Semua siswa dan guru yang hadir sangat kagum dan bahagia melihat adegan ini. Angkasa lalu menepuk tangan sebanyak dua kali. Tiba – tiba muncul tulisan di dinding, WILL YOU BE MY GIRLFRIEND CEWEK CULUN?

Dinda langsung meneteskan air mata, dan kini Angkasa memberikannya bunga mawar putih untuk Dinda.

“Dinda, dari lubuk hatiku yang paling dalam aku sayang kamu, jika kamu mau menerima aku jadi pacarmu terimalah bunga ini.”

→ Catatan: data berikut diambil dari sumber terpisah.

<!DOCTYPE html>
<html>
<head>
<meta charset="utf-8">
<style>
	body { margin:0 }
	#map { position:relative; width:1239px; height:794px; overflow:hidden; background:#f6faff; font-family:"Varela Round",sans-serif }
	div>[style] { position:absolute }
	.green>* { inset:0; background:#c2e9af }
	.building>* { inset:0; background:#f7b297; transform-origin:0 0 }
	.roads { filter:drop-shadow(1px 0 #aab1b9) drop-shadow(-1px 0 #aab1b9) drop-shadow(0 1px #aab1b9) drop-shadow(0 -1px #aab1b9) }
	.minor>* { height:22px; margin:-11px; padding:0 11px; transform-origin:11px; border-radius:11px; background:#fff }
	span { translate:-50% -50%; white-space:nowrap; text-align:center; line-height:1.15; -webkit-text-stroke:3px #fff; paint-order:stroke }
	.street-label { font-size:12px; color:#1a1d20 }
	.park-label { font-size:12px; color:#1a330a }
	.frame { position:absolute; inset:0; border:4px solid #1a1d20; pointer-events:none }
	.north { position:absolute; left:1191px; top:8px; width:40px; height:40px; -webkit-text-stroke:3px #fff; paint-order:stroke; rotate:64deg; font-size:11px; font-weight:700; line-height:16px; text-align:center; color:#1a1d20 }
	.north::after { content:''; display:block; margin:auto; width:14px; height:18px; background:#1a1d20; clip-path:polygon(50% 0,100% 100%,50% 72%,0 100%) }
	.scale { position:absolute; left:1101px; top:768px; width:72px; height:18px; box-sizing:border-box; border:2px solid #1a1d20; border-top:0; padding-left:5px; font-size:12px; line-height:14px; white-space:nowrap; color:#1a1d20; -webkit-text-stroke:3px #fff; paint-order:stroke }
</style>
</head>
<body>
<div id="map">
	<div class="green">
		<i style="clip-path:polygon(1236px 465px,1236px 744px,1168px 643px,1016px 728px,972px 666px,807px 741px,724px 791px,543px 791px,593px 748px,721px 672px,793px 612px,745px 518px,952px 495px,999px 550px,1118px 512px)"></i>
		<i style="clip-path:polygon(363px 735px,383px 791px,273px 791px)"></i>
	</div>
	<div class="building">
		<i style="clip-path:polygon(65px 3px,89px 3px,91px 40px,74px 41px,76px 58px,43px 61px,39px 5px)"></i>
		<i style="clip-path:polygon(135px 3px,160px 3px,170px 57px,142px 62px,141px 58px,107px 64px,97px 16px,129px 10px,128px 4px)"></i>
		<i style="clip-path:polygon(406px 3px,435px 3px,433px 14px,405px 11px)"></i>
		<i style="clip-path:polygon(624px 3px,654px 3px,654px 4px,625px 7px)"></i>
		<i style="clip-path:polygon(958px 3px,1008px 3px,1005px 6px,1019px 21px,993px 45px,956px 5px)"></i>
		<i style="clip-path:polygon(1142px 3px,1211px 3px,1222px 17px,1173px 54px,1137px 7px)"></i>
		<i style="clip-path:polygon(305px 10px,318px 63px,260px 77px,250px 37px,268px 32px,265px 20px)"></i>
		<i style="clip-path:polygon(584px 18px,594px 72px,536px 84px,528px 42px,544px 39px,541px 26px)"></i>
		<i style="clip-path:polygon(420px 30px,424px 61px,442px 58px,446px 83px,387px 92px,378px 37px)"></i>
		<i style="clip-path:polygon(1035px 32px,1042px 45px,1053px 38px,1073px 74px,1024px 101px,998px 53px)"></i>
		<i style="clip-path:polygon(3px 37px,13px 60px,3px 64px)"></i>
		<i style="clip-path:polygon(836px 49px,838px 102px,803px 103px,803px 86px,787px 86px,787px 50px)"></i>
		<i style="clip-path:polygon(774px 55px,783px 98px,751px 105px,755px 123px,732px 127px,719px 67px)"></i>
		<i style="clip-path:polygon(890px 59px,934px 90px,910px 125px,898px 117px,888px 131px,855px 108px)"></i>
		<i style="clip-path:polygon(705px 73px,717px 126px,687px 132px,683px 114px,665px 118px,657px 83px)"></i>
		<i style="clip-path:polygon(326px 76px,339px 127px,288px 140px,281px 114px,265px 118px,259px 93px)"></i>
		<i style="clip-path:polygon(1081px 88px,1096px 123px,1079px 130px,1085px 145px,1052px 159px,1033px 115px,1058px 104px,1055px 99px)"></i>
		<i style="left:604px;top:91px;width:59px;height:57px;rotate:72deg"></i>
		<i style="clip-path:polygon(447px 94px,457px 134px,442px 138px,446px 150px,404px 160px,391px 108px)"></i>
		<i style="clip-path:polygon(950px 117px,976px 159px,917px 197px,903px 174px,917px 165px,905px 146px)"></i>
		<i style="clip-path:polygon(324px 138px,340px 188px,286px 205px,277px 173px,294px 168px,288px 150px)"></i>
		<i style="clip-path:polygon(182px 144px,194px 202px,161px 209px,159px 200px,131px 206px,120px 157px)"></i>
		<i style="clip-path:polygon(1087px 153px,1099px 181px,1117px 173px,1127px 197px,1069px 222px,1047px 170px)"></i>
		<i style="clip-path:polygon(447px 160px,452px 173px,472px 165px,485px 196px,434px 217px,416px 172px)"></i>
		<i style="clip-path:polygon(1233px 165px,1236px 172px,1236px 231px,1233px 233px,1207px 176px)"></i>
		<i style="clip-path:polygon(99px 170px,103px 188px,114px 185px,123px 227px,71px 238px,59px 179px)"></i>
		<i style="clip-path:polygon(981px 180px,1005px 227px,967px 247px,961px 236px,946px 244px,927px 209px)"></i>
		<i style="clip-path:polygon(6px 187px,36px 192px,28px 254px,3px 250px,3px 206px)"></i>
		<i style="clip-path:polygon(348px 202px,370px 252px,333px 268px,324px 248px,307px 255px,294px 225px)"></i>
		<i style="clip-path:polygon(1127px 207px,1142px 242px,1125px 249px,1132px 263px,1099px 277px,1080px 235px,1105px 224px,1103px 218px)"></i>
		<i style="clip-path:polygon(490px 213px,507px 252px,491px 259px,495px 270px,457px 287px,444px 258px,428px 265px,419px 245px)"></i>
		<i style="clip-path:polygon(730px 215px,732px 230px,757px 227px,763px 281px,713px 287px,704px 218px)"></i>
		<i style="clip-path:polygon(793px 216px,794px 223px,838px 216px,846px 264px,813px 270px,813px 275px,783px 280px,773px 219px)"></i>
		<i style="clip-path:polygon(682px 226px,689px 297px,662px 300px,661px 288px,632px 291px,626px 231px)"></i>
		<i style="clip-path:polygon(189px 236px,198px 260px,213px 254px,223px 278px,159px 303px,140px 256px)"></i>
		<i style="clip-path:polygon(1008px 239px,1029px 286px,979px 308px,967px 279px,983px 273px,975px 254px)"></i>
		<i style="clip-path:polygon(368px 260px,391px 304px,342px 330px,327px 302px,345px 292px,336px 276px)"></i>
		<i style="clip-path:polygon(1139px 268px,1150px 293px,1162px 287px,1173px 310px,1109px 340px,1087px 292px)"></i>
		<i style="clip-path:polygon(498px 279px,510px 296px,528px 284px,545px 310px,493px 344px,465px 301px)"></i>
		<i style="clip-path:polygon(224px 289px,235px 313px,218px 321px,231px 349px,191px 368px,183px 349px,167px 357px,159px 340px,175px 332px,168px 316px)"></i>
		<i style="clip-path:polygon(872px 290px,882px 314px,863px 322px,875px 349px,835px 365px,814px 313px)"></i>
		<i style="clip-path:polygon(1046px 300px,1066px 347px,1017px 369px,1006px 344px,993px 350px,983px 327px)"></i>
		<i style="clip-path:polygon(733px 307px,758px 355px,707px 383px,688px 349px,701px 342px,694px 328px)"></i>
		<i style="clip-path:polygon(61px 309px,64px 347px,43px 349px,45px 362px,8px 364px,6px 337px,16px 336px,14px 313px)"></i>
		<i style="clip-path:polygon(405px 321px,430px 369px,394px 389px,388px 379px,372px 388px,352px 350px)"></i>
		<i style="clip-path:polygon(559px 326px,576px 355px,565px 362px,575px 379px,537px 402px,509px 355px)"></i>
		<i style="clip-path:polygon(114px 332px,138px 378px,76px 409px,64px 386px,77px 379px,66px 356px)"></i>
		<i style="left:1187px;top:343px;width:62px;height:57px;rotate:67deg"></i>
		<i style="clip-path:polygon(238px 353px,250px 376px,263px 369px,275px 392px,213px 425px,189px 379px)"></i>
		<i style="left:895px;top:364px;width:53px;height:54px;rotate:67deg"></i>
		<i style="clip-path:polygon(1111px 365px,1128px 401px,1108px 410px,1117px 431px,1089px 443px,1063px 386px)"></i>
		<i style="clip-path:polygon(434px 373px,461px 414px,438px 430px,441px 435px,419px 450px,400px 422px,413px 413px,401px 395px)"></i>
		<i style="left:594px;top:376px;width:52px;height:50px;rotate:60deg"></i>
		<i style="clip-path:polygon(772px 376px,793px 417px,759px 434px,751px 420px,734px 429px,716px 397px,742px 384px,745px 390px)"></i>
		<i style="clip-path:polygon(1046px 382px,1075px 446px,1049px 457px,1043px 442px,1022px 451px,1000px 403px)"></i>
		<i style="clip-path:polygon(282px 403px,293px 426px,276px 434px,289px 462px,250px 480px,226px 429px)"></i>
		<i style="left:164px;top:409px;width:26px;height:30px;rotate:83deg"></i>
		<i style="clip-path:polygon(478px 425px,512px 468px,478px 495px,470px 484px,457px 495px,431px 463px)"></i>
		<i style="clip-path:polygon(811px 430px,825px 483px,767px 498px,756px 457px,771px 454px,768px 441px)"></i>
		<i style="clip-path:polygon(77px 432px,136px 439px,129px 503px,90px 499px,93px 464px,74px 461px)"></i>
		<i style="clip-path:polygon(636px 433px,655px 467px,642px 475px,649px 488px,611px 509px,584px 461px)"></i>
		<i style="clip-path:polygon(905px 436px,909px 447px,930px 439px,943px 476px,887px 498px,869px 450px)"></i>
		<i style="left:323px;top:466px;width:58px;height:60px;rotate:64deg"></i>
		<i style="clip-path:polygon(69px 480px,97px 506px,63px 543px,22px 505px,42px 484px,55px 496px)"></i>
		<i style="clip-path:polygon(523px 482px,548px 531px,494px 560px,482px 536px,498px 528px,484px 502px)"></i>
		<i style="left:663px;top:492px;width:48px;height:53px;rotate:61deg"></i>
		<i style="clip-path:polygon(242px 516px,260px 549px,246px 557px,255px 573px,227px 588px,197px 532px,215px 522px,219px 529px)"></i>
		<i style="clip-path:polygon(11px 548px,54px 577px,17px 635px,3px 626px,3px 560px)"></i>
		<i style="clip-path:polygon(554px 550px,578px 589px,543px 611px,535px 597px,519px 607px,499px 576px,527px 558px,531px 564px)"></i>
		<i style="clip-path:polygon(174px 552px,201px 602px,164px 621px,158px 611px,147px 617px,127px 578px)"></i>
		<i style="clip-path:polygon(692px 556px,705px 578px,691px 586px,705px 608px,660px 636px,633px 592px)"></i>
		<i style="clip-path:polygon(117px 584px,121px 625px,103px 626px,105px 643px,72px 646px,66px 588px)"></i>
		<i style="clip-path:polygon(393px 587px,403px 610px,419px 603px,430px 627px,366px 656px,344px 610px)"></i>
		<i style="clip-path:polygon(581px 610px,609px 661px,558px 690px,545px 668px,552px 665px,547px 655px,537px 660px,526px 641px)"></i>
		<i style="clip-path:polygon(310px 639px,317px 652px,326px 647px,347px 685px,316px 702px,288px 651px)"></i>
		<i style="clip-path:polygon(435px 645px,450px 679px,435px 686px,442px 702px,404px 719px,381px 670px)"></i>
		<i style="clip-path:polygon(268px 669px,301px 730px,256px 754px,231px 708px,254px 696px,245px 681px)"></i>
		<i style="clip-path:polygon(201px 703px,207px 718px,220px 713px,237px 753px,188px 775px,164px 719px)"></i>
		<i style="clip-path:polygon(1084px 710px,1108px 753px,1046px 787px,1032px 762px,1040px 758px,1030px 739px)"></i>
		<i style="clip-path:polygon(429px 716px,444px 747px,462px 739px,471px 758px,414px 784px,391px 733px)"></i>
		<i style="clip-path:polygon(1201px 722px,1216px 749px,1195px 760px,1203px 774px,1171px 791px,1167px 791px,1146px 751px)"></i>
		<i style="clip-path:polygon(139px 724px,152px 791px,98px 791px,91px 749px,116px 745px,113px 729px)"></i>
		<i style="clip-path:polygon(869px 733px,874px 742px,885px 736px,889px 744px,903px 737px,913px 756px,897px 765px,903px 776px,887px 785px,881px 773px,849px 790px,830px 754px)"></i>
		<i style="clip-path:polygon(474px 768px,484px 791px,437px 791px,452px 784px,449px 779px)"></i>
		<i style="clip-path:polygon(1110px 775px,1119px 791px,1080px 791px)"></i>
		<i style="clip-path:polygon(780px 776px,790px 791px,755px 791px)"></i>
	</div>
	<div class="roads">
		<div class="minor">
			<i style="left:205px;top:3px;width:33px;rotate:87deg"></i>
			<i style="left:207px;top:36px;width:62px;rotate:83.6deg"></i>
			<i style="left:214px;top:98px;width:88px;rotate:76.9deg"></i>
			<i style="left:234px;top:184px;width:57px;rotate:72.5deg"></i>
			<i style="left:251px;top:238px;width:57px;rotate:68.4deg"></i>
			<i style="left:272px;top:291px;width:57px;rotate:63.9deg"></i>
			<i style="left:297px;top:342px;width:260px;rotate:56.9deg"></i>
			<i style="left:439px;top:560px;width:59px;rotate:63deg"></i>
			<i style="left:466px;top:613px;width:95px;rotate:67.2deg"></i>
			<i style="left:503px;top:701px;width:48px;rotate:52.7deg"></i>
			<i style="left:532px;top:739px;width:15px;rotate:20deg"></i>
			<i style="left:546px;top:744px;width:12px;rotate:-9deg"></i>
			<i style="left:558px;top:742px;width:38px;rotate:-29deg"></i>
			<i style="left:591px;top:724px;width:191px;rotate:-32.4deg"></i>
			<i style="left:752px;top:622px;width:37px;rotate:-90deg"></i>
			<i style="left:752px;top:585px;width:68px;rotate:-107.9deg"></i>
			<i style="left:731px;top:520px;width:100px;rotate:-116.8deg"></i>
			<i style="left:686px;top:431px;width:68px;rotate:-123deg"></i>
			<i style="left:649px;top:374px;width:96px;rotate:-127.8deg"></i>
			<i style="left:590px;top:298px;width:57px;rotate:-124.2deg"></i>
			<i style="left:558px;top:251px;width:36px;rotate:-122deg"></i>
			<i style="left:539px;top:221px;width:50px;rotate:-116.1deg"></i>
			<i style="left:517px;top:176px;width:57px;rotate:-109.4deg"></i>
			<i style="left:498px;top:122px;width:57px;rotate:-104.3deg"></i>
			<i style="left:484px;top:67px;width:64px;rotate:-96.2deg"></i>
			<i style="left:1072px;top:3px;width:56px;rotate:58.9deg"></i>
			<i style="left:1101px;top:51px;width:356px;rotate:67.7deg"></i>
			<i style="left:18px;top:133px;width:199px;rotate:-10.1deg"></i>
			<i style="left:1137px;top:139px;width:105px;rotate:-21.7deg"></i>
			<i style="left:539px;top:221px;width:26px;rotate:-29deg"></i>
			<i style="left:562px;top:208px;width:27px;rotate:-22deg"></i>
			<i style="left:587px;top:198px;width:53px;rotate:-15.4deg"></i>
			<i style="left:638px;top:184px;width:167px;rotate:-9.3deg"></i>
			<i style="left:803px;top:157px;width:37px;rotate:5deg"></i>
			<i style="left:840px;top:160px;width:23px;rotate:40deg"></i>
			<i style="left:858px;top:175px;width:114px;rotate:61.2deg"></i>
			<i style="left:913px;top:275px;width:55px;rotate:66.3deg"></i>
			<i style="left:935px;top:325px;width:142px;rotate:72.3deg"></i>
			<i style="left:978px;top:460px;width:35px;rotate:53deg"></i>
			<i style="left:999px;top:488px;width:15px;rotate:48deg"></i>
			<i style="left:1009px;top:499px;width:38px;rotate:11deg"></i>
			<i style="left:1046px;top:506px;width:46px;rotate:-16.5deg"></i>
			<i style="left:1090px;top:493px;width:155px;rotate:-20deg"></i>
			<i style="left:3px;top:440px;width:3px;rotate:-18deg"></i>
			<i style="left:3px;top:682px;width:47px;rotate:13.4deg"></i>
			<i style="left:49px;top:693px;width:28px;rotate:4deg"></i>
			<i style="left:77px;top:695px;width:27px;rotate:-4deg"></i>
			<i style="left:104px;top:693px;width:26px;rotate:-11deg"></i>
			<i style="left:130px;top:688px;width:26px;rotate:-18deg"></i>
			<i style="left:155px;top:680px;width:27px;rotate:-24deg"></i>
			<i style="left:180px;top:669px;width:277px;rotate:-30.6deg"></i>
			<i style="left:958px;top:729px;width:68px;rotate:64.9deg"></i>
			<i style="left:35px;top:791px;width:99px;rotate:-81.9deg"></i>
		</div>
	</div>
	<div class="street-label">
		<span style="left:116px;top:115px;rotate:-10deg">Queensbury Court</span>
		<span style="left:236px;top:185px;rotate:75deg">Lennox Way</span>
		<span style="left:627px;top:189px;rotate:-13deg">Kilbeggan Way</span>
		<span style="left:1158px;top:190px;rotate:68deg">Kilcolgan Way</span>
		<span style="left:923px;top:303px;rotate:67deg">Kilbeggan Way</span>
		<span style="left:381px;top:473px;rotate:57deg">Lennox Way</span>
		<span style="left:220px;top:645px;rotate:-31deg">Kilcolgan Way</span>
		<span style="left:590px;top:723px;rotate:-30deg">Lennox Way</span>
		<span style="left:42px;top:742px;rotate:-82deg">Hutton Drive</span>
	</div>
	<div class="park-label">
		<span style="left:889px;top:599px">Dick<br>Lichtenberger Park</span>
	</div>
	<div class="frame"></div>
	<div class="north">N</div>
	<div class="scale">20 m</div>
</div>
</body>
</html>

Dinda sangat terharu sekaligus bahagia karena impiannya saat ini jadi kenyataan, tanpa pikir panjang Dinda mengambil bunga nya dan mengatakan dengan mantab, “YESS I WILL”


Sontak seluruh siswa dan guru bertepuk tangan, lalu Dinda dan Angkasa saling berpelukan. Kini Dinda tidak akan khawatir lagi, karena Dinda sudah memiliki Angkasa. Dinda menjadi wanita paling terbahagia di dunia karena mempunyai laki – laki yang begitu memahami dirinya, menerima apa adanya, dan yang paling penting dia mencintainya.